Article | 11 mai 2005

JOHANNESBOURG - Au cours des quinze dernières années, l'Afrique a été la région du monde où l'insécurité et l'instabilité économique ont été les plus marquées. Selon un récent rapport ( Note 1) du BIT présenté à la réunion annuelle, tenue le mois dernier, de la Commission du travail et des affaires sociales de l'Union africaine, sur les 23 pays africains pour lesquels des données pertinentes sont disponibles, 19 ont été classés dans la catégorie des "pays à la traîne". Il s'agit de pays qui sont confrontés à d'énormes défis sur le plan des réformes politiques, du renforcement des capacités nationales et des résultats économiques.
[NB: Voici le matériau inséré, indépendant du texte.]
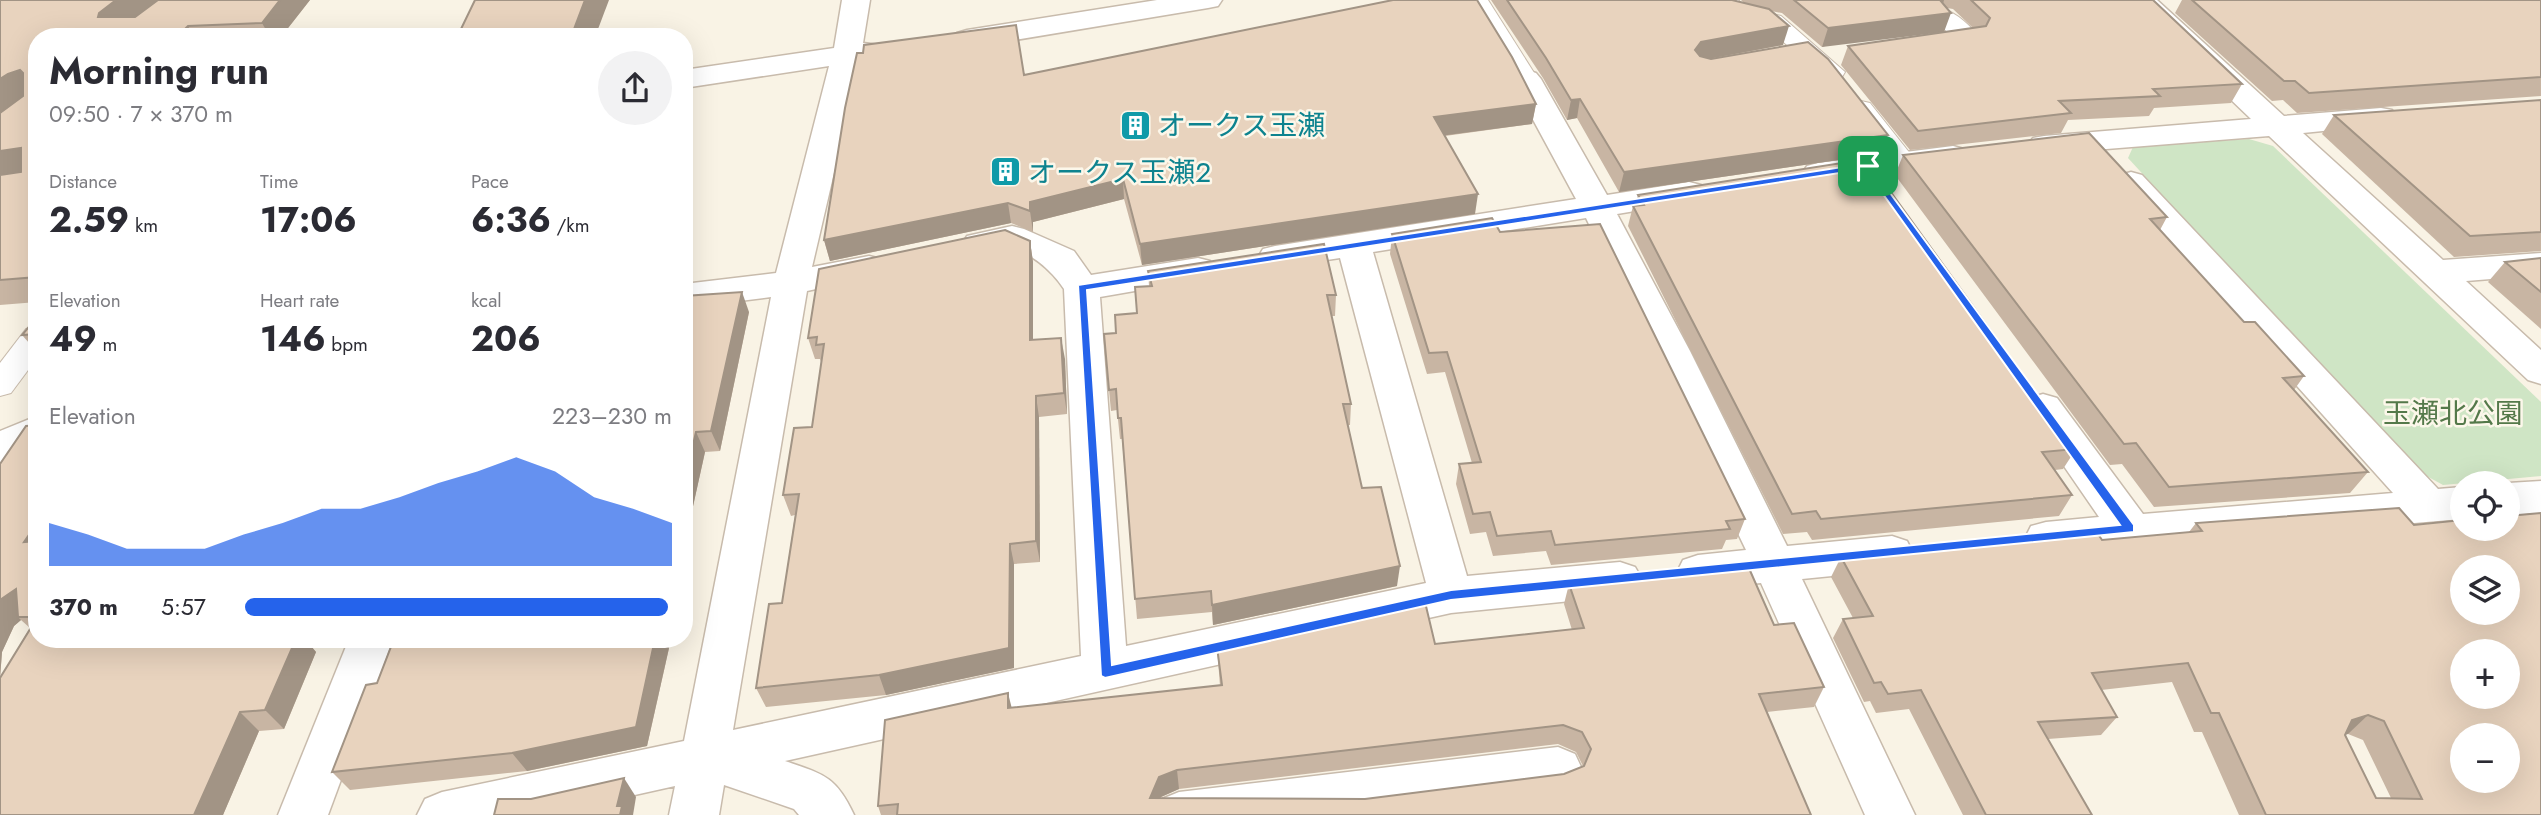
<!DOCTYPE html>
<html lang="en">
<head>
<meta charset="utf-8">
<style>
  :root { --surface:#fff; --page:#f2f2f3; --text:#2b2b33; --muted:#7c7c81; --accent:#2563eb }
  body { margin:0; font-family:Jost,"Noto Sans JP",sans-serif; background:var(--page); color:var(--text); height:100vh; display:flex; flex-direction:column; font-size:26px; white-space:nowrap }
  * { box-sizing:border-box; margin:0 }
  p { font-size:23px; color:var(--muted) }
  .icon { flex:none; width:38px; height:38px; fill:none; stroke:currentColor; stroke-width:2; stroke-linecap:round; stroke-linejoin:round }
  .map { position:relative; flex:1; overflow:hidden }
  .sheet { position:absolute; left:28px; top:28px; width:665px; height:620px; display:flex; flex-direction:column; background:var(--surface); border-radius:28px; box-shadow:0 7px 28px #0002 }
  .sheet>* { flex:none }
  .fabs { position:absolute; left:2450px; top:471px; display:grid; gap:14px }
  .fabs a { display:grid; place-items:center; width:70px; height:70px; border-radius:50%; background:var(--surface); box-shadow:0 7px 28px #0002; font-size:35px }
  .pin { position:absolute; display:grid; place-items:center; width:60px; height:60px; color:#fff; margin:-30px; border-radius:14px; box-shadow:0 4px 10px #0006 }
  .round { display:grid; place-items:center; flex:none; width:74px; height:74px; border-radius:37px; background:var(--page) }
  .head { display:flex; align-items:center; justify-content:space-between; height:119px; padding:0 21px }
  h1 { font-size:38px; font-weight:700; line-height:52px }
  .metrics { display:grid; grid-template-columns:repeat(3,1fr); gap:10px; height:119px; padding:7px 21px }
  .metrics div { display:grid; align-content:center }
  .metrics b { font-size:35px; font-weight:700 }
  .metrics small { font-size:19px; font-weight:400 }
  .metrics p { font-size:19px }
  .chart { height:196px; padding:14px 21px }
  .chart p { display:flex; justify-content:space-between }
  .chart svg { width:100%; height:126px; margin-top:7px; fill:var(--accent); opacity:.7 }
  ul { padding:0 21px; list-style:none; font-size:23px }
  li { display:grid; grid-template-columns:112px 84px 1fr; align-items:center; height:52px }
  li i { height:18px; border-radius:9px; background:var(--accent) }
  .map>svg:first-child { display:block }
  .green { fill:#cfe5c5 }
  .lines { fill:none; stroke-linecap:round; stroke-linejoin:round }
  .service-casing { stroke:#c8bbac; stroke-width:2 }
  .minor-casing { stroke:#c8bbac; stroke-width:3 }
  .service { fill:#fff; fill-rule:evenodd }
  .minor { fill:#fff; fill-rule:evenodd }
  .wall { fill:#c8b5a3; fill-rule:evenodd }
  .shaded-wall { fill:#a29485 }
  .building { fill:#e8d3be; stroke:#a29485; stroke-width:2; fill-rule:evenodd }
  .route { fill:#2563eb; stroke:#fff; stroke-width:2; fill-rule:evenodd }
  .labels { text-anchor:middle; stroke-width:5; stroke-linejoin:round; paint-order:stroke }
  .culture-label { font-size:28px; fill:#0d838f; stroke:#fcf7ea; text-anchor:start }
  .park-label { font-size:28px; fill:#54794a; stroke:#fcf7ea }
</style>
</head>
<body>
<div class="map">
<svg width="2541" height="815" viewBox="0 0 2541 815">
  <rect width="100%" height="100%" fill="#f9f3e5"/>
  <polygon class="green" points="2249,139 2273,146 2541,402 2541,476 2443,485 2412,468 2128,158 2133,147"/>
  <g class="lines">
    <defs>
      <g id="service">
        <polygon points="1466,0 1488,0 1538,79 1535,84 1517,84"/>
        <polygon points="1714,0 1738,0 1746,8 1781,16 1845,72 1842,77 1824,77 1765,26 1730,18"/>
        <path d="M 1943,9 C 1957,13 1972,27 1980,39 L 1976,44 L 1939,49 L 1931,47 L 1927,42 L 1931,37 L 1949,34 L 1932,16 Z"/>
        <polygon points="1861,101 1870,103 1912,156 1916,162 1912,168 1894,168 1852,113 1849,108 1852,103"/>
        <polygon points="37,326 37,358 11,393 0,396 0,363 26,329"/>
      </g>
      <g id="minor">
        <path d="M 842,0 L 870,0 L 863,43 L 879,45 L 883,51 L 879,57 L 860,61 L 812,267 L 869,256 L 881,259 L 886,267 L 881,275 L 807,291 L 733,730 L 1081,656 L 1064,289 C 1053,272 1028,248 1006,249 C 991,250 982,256 967,252 L 962,244 L 967,236 L 1012,226 L 1024,229 L 1074,251 L 1091,275 L 1198,258 L 1210,261 L 1215,269 L 1210,277 L 1198,280 L 1100,297 L 1126,646 L 1426,583 L 1340,258 L 1275,268 L 1263,265 L 1258,257 L 1263,249 L 1275,246 L 1576,199 L 1511,79 L 1516,73 L 1526,70 L 1536,73 L 1541,79 L 1607,195 L 1689,182 L 1701,185 L 1705,192 L 1701,199 L 1689,202 L 1617,214 L 1690,351 L 1787,546 L 1892,536 L 1907,541 L 1913,553 L 1907,565 L 1892,570 L 1802,579 L 1915,815 L 1865,815 L 1761,583 L 1698,589 L 1683,584 L 1677,572 L 1683,560 L 1698,555 L 1746,550 L 1586,218 L 1373,252 L 1467,576 L 1620,562 L 1635,567 L 1642,579 L 1635,591 L 1620,596 L 1451,613 L 785,761 C 823,774 836,776 854,815 L 799,815 L 794,809 L 724,785 L 719,815 L 669,815 L 675,786 L 545,815 L 417,815 L 425,799 L 442,792 L 684,741 L 771,297 L 684,308 L 684,284 L 776,273 L 829,66 L 684,88 L 684,70 L 834,48 Z"/>
        <polygon points="1157,0 1222,0 1218,6 1208,8 967,48 957,45 953,39 957,33 967,30"/>
        <polygon points="2127,0 2157,0 2284,116 2381,108 2392,110 2396,117 2392,124 2303,133 2443,260 2541,253 2541,275 2466,281 2541,350 2541,384 2528,380 2269,136 2044,154 2033,152 2028,145 2033,138 2044,136 2251,119"/>
        <polygon points="1953,146 1964,149 1969,156 1964,163 1818,183 1807,180 1802,173 1807,166 1818,163"/>
        <polygon points="2131,172 2142,175 2438,489 2462,487 2462,519 2046,554 2031,550 2025,538 2031,526 2046,522 2099,517 2024,408 2029,398 2043,394 2057,398 2143,514 2393,493 2120,189 2115,182 2120,175"/>
        <polygon points="37,416 37,447 0,463 0,431"/>
        <polygon points="2541,481 2541,513 2508,515 2508,483"/>
        <polygon points="349,639 393,639 328,815 278,815"/>
        <polygon points="1558,747 1575,754 1582,769 1575,784 1558,791 1363,815 1154,815 1162,799 1179,792"/>
      </g>
    </defs>
    <use href="#service" class="service-casing"/>
    <use href="#minor" class="minor-casing"/>
    <use href="#service" class="service"/>
    <use href="#minor" class="minor"/>
  </g>
  <g class="wall">
    <polygon points="0,0 310,0 281,37 37,37 37,302 0,305"/>
    <polygon points="1491,0 1732,0 1745,4 1741,0 2153,0 2242,84 2231,103 2154,108 2149,116 2068,120 2061,133 1910,150 1841,65 1848,46 1973,28 1953,9 1947,8 1822,47 1782,13 1771,11 1783,45 1710,59 1880,154 1619,192 1577,118 1567,120 1543,78"/>
    <polygon points="2182,0 2541,0 2541,96 2297,113 2283,100 2272,101 2175,13"/>
    <polygon points="1024,75 1536,104 1532,124 1445,136 1475,214 1142,265 1124,199 1033,222 1033,232 1011,223 830,261 824,240"/>
    <polygon points="2541,100 2541,251 2454,257 2322,134 2334,115"/>
    <polygon points="1903,155 2167,217 2160,230 2244,322 2304,376 2294,390 2368,472 2350,493 2154,507 2122,464 2110,465 1895,175"/>
    <polygon points="1638,195 2076,449 2063,469 2055,470 2072,495 2059,516 1812,540 1807,532 1783,534 1628,226 1633,206 1635,205"/>
    <polygon points="1500,232 1745,519 1737,539 1726,540 1722,549 1551,565 1546,551 1493,556 1486,532 1470,534 1456,484 1459,464 1472,463 1445,372 1427,374 1390,254 1392,234"/>
    <polygon points="1030,241 1033,262 1033,340 1065,359 1067,414 1039,417 1040,562 1014,564 1014,668 886,695 766,707 756,688 782,603 795,515 791,516 783,495 812,427 821,362 820,359 815,359 808,338"/>
    <polygon points="2541,258 2541,329 2488,282 2505,262"/>
    <polygon points="1148,271 1336,295 1335,316 1331,316 1351,404 1350,425 1348,425 1362,488 1397,586 1213,625 1212,612 1137,619 1122,439 1120,439 1117,410 1111,411 1109,390 1116,333 1137,313 1149,286"/>
    <polygon points="684,296 749,312 720,451 705,452 684,547"/>
    <polygon points="37,317 37,352 22,335"/>
    <polygon points="37,425 37,639 305,639 316,652 284,729 259,731 223,815 0,815 0,678 30,628 21,620 14,626 2,652 0,678 0,464 26,426"/>
    <path d="M 2196,523 L 2541,815 L 2239,815 L 2202,732 L 2194,732 L 2172,682 L 2101,690 L 2117,717 L 2101,735 L 2048,739 L 2092,815 L 1963,815 L 1909,709 L 1876,713 L 1870,701 L 1864,702 L 1833,638 L 1843,619 L 1853,618 L 1831,577 L 1841,557 L 2102,540 L 2189,532 ZM 2345,734 L 2348,734 L 2363,740 L 2391,798 L 2376,798 L 2345,735 Z"/>
    <path d="M 1569,584 L 1774,625 L 1824,687 L 1814,707 L 1767,712 L 1811,815 L 881,815 L 878,806 L 1012,708 L 1220,686 L 1217,647 L 1435,644 L 1572,630 L 1564,604 ZM 1558,744 L 1576,752 L 1583,766 L 1564,774 L 1365,799 L 1160,798 L 1161,797 L 1179,789 Z"/>
    <polygon points="669,648 647,746 527,771 350,790 332,772 377,683"/>
  </g>
  <g class="shaded-wall">
    <polygon points="116,0 158,0 113,35 98,17 99,13"/>
    <polygon points="280,0 310,0 281,37 270,37 262,23"/>
    <polygon points="585,0 609,0 595,37 571,37"/>
    <polygon points="1935,0 1944,0 1942,7 1951,13 1944,32 1822,47 1828,28"/>
    <polygon points="188,26 195,37 177,37"/>
    <polygon points="1789,26 1783,45 1697,61 1695,50 1701,42"/>
    <polygon points="20,70 36,92 0,113 0,79 8,74"/>
    <polygon points="1580,99 1577,118 1567,120 1571,100"/>
    <polygon points="1536,104 1532,124 1432,137 1434,117"/>
    <polygon points="1888,135 1880,154 1619,192 1624,172"/>
    <polygon points="21,148 37,169 0,176 0,151"/>
    <polygon points="1123,179 1124,199 1033,222 1033,232 1030,211 1030,202"/>
    <polygon points="1478,194 1475,214 1142,265 1140,244"/>
    <polygon points="1008,203 1011,223 830,261 824,240"/>
    <polygon points="1030,241 1033,262 1033,361 1030,340"/>
    <polygon points="742,292 749,312 720,451 711,431"/>
    <polygon points="1061,338 1065,359 1067,414 1064,393"/>
    <polygon points="1036,396 1039,417 1040,562 1036,541"/>
    <polygon points="696,432 705,452 684,547 684,484"/>
    <polygon points="37,523 37,554 24,542"/>
    <polygon points="1010,544 1014,564 1014,668 886,695 879,675"/>
    <polygon points="1400,566 1397,586 1213,625 1212,605"/>
    <polygon points="16,589 18,617 21,620 14,626 2,652 0,678 0,600"/>
    <polygon points="296,639 305,639 316,652 284,729 265,710"/>
    <polygon points="655,639 664,639 669,648 647,746 527,771 512,753"/>
    <polygon points="1008,693 1013,713 1008,708"/>
    <polygon points="240,712 259,731 223,815 194,815"/>
    <polygon points="2368,715 2348,734 2332,739 2352,720"/>
    <polygon points="1177,770 1179,789 1161,797 1153,815 1150,798 1159,777"/>
    <polygon points="624,778 636,797 633,815 620,815 617,806"/>
  </g>
  <g class="building">
    <polygon points="0,0 116,0 99,13 98,17 135,17 158,0 280,0 262,23 188,26 177,37 37,37 37,277 0,280 0,175 21,172 21,148 0,151 0,113 23,96 23,73 20,70 8,74 0,79"/>
    <polygon points="475,0 585,0 571,37 348,37 461,29"/>
    <polygon points="1393,0 1477,0 1512,57 1536,104 1434,117 1478,194 1140,244 1123,179 1030,202 1030,211 1008,203 824,240 845,108 857,53 863,53 864,45 1016,25 1024,75"/>
    <polygon points="1507,0 1732,0 1769,9 1789,26 1701,42 1695,50 1700,56 1711,59 1808,42 1828,59 1888,135 1624,172 1580,99 1571,100 1546,58"/>
    <polygon points="1794,0 1940,0 1951,13 1828,28"/>
    <polygon points="1971,0 2153,0 2242,84 2153,89 2160,96 2059,101 2071,113 1918,131 1848,46 1986,26 1990,18"/>
    <polygon points="2192,0 2541,0 2541,77 2309,93 2295,81 2284,81"/>
    <polygon points="2541,100 2541,232 2470,236 2334,115"/>
    <polygon points="2089,133 2167,217 2150,219 2244,322 2255,322 2304,376 2283,378 2368,472 2169,487 2136,443 2124,444 1903,155"/>
    <polygon points="1867,159 2076,449 2042,452 2072,495 1821,519 1816,511 1792,514 1633,206 1644,205 1638,195"/>
    <polygon points="1492,218 1500,232 1600,224 1745,519 1726,521 1730,529 1555,545 1551,531 1497,536 1490,512 1473,514 1459,464 1481,462 1447,352 1429,353 1392,234"/>
    <polygon points="1005,230 1030,241 1030,340 1061,338 1064,393 1036,396 1036,541 1010,544 1009,648 879,675 756,688 769,604 782,603 799,494 783,495 794,428 812,427 824,344 816,345 817,337 808,338 819,269"/>
    <polygon points="1324,244 1336,295 1327,295 1351,404 1343,404 1362,488 1381,487 1400,566 1212,605 1211,591 1135,599 1121,418 1118,418 1116,389 1109,390 1104,334 1116,333 1115,315 1137,313 1135,287 1152,286 1148,271"/>
    <polygon points="2541,258 2541,292 2505,262"/>
    <polygon points="742,292 711,431 696,432 684,484 684,296"/>
    <polygon points="37,317 37,334 22,335"/>
    <polygon points="37,425 37,523 24,542 37,541 37,639 296,639 265,710 240,712 194,815 0,815 0,678 35,621 32,617 18,617 16,589 0,600 0,464 26,426"/>
    <path d="M 2399,508 L 2414,525 L 2462,520 L 2462,528 L 2508,528 L 2508,516 L 2541,513 L 2541,815 L 2266,815 L 2219,713 L 2211,713 L 2188,663 L 2092,673 L 2117,717 L 2038,722 L 2092,815 L 1986,815 L 1921,690 L 1888,694 L 1881,682 L 1874,683 L 1843,619 L 1873,616 L 1841,557 L 2096,531 L 2102,540 L 2202,531 L 2196,523 ZM 2462,567 L 2508,567 L 2508,612 L 2462,612 ZM 2462,651 L 2508,651 L 2508,696 L 2462,696 ZM 2368,715 L 2384,721 L 2422,799 L 2376,798 L 2345,735 L 2352,720 ZM 2462,735 L 2508,735 L 2508,780 L 2462,780 Z"/>
    <path d="M 1748,566 L 1774,625 L 1794,623 L 1824,687 L 1759,694 L 1811,815 L 897,815 L 898,804 L 878,806 L 885,720 L 1008,693 L 1008,708 L 1222,685 L 1217,647 L 1425,602 L 1435,644 L 1584,628 L 1569,584 ZM 1563,725 L 1582,732 L 1591,749 L 1584,766 L 1564,774 L 1365,799 L 1150,798 L 1159,777 L 1177,770 Z"/>
    <polygon points="394,639 655,639 636,727 512,753 332,772 366,685 377,683"/>
    <polygon points="624,778 617,806 622,806 620,815 494,815 498,799 531,799"/>
  </g>
  <path class="route" d="M 1868,163 L 2134,525 L 2134,532 L 1451,600 L 1105,678 L 1101,676 L 1078,285 ZM 1865,169 L 2120,525 L 1451,590 L 1112,665 L 1087,290 Z"/>
  <defs>
    <symbol id="building-square" viewBox="-11 -11 22 22"><rect x="-9" y="-9" width="18" height="18" rx="4" fill="#0f9aa8" stroke="#fcf7ea"/><path d="M-4-6H4V6H1V3H-1V6H-4ZM-2.5-4.3h1.7v1.8h-1.7ZM.8-4.3h1.7v1.8H.8ZM-2.5-1h1.7V.8h-1.7ZM.8-1h1.7V.8H.8Z" fill="#fff"/></symbol>
  </defs>
  <g fill-rule="evenodd">
    <use href="#building-square" x="1118" y="108" width="35" height="35"/>
    <use href="#building-square" x="988" y="154" width="35" height="35"/>
  </g>
  <g class="labels">
    <g class="culture-label">
      <text x="1158" y="135">オークス玉瀬</text>
      <text x="1028" y="182">オークス玉瀬2</text>
    </g>
    <g class="park-label">
      <text x="2453" y="423">玉瀬北公園</text>
    </g>
  </g>
</svg>
<div class="fabs">
<a><svg class="icon" aria-label="locate" viewBox="0 0 24 24"><circle cx="12" cy="12" r="6"/><path d="M12 2v4M12 18v4M2 12h4M18 12h4"/></svg></a>
<a><svg class="icon" aria-label="layers" viewBox="0 0 24 24"><path d="M12 4l9 5-9 5-9-5zM3 14l9 5 9-5"/></svg></a>
<a>+</a>
<a>−</a>
</div>
<div class="pin" style="left:1868px;top:166px;background:#1e9e55"><svg class="icon" aria-label="arrive" viewBox="0 0 24 24"><path d="M6 21V4h12l-3 4 3 4H6"/></svg></div>
<section class="sheet">
<div class="head"><div><h1>Morning run</h1><p>09:50 · 7 × 370 m</p></div><a class="round"><svg class="icon" aria-label="share" viewBox="0 0 24 24"><path d="M12 15V3M7 8l5-5 5 5M5 13v7h14v-7"/></svg></a></div>
<div class="metrics">
<div><p>Distance</p><b>2.59<small> km</small></b></div>
<div><p>Time</p><b>17:06</b></div>
<div><p>Pace</p><b>6:36<small> /km</small></b></div>
</div>
<div class="metrics">
<div><p>Elevation</p><b>49<small> m</small></b></div>
<div><p>Heart rate</p><b>146<small> bpm</small></b></div>
<div><p>kcal</p><b>206</b></div>
</div>
<div class="chart"><p><span>Elevation</span>223–230 m</p>
<svg viewBox="0 0 160 44" preserveAspectRatio="none"><path d="M0 44V29L10 33L20 38L30 38L40 38L50 33L60 29L70 24L80 24L90 20L100 15L110 11L120 6L130 11L140 20L150 24L160 29V44z"/></svg>
</div>
<ul>
<li><b>370 m</b>5:57<i style="width:99%"></i></li>
</ul>
</section>
</div>
</body>
</html>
Guy Standing, directeur du Programme focal du BIT sur la sécurité socio-économique, répond à nos questions sur ce sujet.

1. Comment mesure-t-on la sécurité économique?

On la mesure en tenant compte de sept aspects de la sécurité: le niveau de revenu, l'accès au marché du travail, la sécurité de l'emploi, l'accès à la formation et, très important, la représentation. Les personnes qui n'ont pas la sécurité d'un revenu de base et n'ont pas accès à des organisations qui défendent leurs intérêts sont nécessairement vulnérables. Nous tenons également compte de la portée des politiques gouvernementales, de la présence d'institutions chargées de faire appliquer ces politiques et des résultats économiques.

2. Les auteurs de l'étude du BIT ont classé les pays africains en quatre catégories selon leur niveau de sécurité économique. Quelles sont ces catégories?

Les quatre catégories identifiées sont: les pays en pointe, c'est-à-dire ceux qui ont de bonnes politiques, de bonnes institutions et de bons résultats; les pays pragmatiques, qui ont de bons résultats malgré des politiques ou institutions moins remarquables; les pays ordinaires, qui ont des politiques et des institutions en apparence satisfaisantes mais des résultats économiques médiocres; et enfin, les pays à la traîne, où les politiques et les institutions sont faibles ou inexistantes et les résultats laissent beaucoup à désirer.

Sur les 23 pays africains pour lesquels des données pertinentes sont disponibles, 19 (soit 83 pour cent) affichent un indice de sécurité économique qui les place au plus bas de la catégorie des pays à la traîne, ce qui veut dire des politiques faibles, des institutions faibles et des résultats faibles.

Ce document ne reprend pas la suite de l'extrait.